Beliau mengajari shalat ini sebagaimana beliau mengajari surat dari Al
Qur’an. Kemudian beliau bersabda, “Jika salah seorang di antara kalian
bertekad untuk melakukan suatu urusan, maka kerjakanlah shalat dua
raka’at selain shalat fardhu, lalu hendaklah ia berdo’a: “
Allahumma
inni astakhiruka bi ‘ilmika, wa astaqdiruka bi qudratika, wa as-aluka
min fadhlika, fa innaka taqdiru wa laa aqdiru, wa ta’lamu wa laa
a’lamu, wa anta ‘allaamul ghuyub. Allahumma fa-in kunta ta’lamu hadzal
amro (sebut nama urusan tersebut) khoiron lii fii ‘aajili amrii wa
aajilih (aw fii diinii wa ma’aasyi wa ‘aqibati amrii) faqdur lii, wa
yassirhu lii, tsumma baarik lii fiihi. Allahumma in kunta ta’lamu
annahu syarrun lii fii diini wa ma’aasyi wa ‘aqibati amrii (fii ‘aajili
amri wa aajilih) fash-rifnii ‘anhu, waqdur liil khoiro haitsu kaana
tsumma rodh-dhinii bih”
Ya Allah, sesungguhnya aku beristikhoroh pada-Mu dengan ilmu-Mu, aku
memohon kepada-Mu kekuatan dengan kekuatan-Mu, aku meminta kepada-Mu
dengan kemuliaan-Mu. Sesungguhnya Engkau yang menakdirkan dan aku
tidaklah mampu melakukannya. Engkau yang Maha Tahu, sedangkan aku tidak.

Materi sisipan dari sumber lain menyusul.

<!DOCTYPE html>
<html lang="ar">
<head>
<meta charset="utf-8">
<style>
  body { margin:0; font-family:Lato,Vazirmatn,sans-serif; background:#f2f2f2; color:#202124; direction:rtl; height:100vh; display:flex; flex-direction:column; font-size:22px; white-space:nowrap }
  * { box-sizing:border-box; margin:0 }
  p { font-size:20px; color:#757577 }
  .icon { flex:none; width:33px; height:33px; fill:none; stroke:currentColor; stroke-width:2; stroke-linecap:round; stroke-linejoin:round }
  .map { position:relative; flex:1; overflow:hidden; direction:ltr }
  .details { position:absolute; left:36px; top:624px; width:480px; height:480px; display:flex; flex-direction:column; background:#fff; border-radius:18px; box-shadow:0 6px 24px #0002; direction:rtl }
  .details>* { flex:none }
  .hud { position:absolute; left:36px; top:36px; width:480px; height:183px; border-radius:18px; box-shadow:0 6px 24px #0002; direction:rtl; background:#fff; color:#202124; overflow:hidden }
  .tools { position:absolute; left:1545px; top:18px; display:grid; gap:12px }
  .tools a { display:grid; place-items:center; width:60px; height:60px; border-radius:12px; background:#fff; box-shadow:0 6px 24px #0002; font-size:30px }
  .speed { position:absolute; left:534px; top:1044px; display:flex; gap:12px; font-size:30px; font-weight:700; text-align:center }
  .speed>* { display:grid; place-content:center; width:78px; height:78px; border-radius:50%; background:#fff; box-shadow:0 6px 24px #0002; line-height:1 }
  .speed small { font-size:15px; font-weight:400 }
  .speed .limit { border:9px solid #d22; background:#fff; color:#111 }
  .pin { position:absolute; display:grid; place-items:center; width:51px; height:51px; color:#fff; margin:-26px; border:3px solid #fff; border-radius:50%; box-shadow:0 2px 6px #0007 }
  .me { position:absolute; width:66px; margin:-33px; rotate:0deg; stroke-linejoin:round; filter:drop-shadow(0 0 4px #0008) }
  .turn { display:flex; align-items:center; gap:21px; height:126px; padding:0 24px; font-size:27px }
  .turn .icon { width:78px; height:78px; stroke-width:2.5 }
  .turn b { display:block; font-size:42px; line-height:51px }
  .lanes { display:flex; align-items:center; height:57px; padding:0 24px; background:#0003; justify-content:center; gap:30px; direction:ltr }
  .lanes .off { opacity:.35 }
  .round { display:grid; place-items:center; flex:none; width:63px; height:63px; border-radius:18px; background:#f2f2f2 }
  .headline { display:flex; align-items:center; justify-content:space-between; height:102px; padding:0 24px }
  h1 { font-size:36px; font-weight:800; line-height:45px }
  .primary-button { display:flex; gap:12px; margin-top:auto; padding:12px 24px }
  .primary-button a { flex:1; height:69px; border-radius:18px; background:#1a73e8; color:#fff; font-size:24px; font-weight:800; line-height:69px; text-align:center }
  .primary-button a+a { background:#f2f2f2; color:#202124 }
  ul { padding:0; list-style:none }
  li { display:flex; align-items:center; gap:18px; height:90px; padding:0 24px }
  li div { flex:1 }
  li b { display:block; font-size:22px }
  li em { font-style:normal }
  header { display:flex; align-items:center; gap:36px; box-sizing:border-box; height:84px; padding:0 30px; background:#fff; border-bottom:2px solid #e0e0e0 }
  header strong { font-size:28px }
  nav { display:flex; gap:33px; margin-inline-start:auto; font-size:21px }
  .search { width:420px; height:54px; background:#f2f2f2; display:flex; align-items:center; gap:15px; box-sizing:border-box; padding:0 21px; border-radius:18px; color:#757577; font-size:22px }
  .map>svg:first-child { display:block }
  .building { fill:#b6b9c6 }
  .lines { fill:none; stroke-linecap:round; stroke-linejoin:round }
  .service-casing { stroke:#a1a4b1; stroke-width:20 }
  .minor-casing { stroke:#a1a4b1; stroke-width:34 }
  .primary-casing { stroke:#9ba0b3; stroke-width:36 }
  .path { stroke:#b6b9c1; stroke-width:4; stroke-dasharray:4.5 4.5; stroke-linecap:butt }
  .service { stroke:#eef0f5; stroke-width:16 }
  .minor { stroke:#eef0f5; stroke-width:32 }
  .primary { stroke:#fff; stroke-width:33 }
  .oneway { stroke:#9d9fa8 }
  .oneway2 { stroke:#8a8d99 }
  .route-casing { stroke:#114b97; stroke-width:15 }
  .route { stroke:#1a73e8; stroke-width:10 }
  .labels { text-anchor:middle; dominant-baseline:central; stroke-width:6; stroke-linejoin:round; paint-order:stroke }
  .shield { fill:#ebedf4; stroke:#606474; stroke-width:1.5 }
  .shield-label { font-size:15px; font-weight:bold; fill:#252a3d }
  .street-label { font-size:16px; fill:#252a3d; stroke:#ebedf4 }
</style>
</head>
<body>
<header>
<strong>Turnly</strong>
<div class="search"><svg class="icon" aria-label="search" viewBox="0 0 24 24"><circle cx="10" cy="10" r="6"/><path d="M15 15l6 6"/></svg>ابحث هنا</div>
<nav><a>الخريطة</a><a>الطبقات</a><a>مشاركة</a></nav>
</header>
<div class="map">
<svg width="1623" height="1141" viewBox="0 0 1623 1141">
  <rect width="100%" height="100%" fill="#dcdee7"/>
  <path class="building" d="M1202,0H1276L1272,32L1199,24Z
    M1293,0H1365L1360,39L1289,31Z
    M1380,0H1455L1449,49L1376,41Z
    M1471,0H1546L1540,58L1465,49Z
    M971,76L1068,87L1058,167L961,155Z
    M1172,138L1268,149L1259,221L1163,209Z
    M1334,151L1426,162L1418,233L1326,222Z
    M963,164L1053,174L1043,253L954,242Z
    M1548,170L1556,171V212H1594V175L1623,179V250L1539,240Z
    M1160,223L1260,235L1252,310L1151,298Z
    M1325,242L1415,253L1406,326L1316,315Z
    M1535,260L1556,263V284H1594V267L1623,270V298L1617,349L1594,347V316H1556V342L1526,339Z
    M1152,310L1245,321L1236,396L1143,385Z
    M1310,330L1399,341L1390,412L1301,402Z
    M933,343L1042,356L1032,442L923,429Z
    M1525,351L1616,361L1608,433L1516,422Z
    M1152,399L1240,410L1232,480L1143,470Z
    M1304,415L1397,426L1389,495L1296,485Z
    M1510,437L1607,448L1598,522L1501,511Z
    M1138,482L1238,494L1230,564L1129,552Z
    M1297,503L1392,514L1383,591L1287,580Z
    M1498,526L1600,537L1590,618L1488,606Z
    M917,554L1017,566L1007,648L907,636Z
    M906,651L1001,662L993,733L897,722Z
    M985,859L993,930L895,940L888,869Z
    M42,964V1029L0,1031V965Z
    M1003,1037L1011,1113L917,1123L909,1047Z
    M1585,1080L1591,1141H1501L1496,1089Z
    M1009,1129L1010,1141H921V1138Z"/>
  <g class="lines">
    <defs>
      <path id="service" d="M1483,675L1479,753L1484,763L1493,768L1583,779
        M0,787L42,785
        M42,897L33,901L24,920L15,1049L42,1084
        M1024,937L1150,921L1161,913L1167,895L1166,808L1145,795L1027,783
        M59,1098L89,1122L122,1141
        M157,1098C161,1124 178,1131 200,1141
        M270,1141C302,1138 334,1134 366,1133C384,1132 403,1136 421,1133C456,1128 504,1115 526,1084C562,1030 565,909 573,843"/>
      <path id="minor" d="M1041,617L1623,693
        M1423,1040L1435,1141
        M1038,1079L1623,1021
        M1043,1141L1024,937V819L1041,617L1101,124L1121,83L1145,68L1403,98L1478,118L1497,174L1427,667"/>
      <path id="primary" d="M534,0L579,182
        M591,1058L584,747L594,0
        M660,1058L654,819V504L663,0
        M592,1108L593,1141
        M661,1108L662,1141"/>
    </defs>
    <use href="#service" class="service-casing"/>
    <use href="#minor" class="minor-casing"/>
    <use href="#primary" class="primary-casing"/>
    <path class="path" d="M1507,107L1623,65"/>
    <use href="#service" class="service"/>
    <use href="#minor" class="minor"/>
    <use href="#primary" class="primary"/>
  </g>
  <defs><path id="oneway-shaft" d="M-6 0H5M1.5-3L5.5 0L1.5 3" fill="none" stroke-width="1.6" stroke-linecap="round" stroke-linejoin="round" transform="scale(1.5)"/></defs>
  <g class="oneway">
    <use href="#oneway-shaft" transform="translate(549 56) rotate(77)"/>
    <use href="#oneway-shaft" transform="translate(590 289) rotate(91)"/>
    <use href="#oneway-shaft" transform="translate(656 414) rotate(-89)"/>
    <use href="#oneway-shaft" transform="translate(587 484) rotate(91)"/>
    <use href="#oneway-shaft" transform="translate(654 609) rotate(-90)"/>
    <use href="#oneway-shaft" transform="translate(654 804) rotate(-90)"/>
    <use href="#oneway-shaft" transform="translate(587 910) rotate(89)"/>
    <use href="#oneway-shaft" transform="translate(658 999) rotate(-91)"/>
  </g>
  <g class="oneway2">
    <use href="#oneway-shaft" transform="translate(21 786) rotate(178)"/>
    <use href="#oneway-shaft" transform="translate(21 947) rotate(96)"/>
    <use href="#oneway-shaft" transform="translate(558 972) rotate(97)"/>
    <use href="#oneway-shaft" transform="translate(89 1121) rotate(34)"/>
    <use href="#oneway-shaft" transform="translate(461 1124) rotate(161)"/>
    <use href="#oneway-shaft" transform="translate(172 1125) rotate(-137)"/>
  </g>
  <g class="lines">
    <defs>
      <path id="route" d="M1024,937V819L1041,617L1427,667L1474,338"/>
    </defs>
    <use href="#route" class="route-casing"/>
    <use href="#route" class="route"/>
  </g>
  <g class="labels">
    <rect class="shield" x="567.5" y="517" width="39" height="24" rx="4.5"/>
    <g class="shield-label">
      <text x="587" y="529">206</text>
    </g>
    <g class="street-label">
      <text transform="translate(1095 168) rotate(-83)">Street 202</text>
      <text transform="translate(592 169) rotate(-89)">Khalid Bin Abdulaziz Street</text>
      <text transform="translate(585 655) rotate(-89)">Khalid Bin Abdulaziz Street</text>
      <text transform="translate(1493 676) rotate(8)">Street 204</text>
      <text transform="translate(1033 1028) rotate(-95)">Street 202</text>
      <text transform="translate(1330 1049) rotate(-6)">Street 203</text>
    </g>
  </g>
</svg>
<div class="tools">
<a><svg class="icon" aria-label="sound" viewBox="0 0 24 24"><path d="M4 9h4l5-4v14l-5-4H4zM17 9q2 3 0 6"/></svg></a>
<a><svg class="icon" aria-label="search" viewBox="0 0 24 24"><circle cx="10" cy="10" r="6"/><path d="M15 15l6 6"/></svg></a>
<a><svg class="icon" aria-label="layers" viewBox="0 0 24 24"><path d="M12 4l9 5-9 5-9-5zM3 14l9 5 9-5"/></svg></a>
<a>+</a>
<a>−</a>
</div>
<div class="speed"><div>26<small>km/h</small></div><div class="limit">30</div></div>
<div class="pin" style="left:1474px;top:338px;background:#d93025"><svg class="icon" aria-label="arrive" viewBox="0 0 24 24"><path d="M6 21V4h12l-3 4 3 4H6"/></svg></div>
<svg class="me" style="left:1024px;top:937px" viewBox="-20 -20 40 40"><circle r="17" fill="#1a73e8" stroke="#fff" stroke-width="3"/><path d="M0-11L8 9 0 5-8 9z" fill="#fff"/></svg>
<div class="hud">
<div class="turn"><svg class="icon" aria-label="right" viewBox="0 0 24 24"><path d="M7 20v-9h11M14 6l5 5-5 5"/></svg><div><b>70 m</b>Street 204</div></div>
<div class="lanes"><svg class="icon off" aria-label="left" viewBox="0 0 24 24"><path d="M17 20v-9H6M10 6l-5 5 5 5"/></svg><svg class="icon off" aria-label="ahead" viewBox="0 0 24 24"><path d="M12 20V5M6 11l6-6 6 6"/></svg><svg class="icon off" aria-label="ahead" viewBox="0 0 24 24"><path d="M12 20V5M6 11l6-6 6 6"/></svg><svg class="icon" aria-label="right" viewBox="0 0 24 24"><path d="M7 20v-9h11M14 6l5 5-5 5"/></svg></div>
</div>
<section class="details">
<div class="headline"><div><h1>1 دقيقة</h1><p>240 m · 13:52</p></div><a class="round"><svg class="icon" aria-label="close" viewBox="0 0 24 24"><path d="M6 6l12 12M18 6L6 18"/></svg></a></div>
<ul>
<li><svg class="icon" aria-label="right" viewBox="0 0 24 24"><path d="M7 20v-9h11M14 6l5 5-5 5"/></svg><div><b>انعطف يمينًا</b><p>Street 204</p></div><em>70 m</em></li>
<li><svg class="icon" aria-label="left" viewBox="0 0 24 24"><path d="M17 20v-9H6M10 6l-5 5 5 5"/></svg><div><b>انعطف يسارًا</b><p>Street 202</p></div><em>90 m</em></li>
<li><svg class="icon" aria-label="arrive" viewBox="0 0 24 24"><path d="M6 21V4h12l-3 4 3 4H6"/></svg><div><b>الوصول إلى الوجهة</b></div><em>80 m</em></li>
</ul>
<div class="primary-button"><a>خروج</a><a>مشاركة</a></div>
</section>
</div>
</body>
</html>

Engkaulah yang mengetahui perkara yang ghoib. Ya Allah, jika Engkau
mengetahui bahwa perkara ini (sebut urusan tersebut) baik bagiku dalam
urusanku di dunia dan di akhirat, (atau baik bagi agama, penghidupan,
dan akhir urusanku), maka takdirkanlah hal tersebut untukku, mudahkanlah
untukku dan berkahilah ia untukku. Ya Allah, jika Engkau mengetahui
bahwa perkara tersebut jelek bagi agama, penghidupan, dan akhir urusanku
(baik bagiku dalam urusanku di dunia dan akhirat), maka palingkanlah
ia dariku, takdirkanlah yang terbaik bagiku di mana pun itu sehingga
aku pun ridho dengannya.”
[3]
Faedah Mengenai Shalat Istikhoroh
Pertama: Hukum shalat istikhoroh adalah sunnah dan bukan wajib. Dalil dari hal ini adalah sabda Nabi
shallallahu ‘alaihi wa sallam,
إِذَا هَمَّ أَحَدُكُمْ بِالأَمْرِ فَلْيَرْكَعْ رَكْعَتَيْنِ مِنْ غَيْرِ الْفَرِيضَةِ
“
Jika
salah seorang di antara kalian bertekad untuk melakukan suatu urusan,
maka kerjakanlah shalat dua raka’at selain shalat fardhu”
Begitu pula Nabi
shallallahu ‘alaihi wa sallam pernah didatangi seseorang, lalu ia bertanya mengenai Islam. Kemudian Nabi
shallallahu ‘alaihi wa sallam menjawab, “Shalat lima waktu sehari semalam.” Lalu ia tanyakan pada Nabi
shallallahu ‘alaihi wa sallam,
هَلْ عَلَىَّ غَيْرُهَا قَالَ « لاَ ، إِلاَّ أَنْ تَطَّوَّعَ »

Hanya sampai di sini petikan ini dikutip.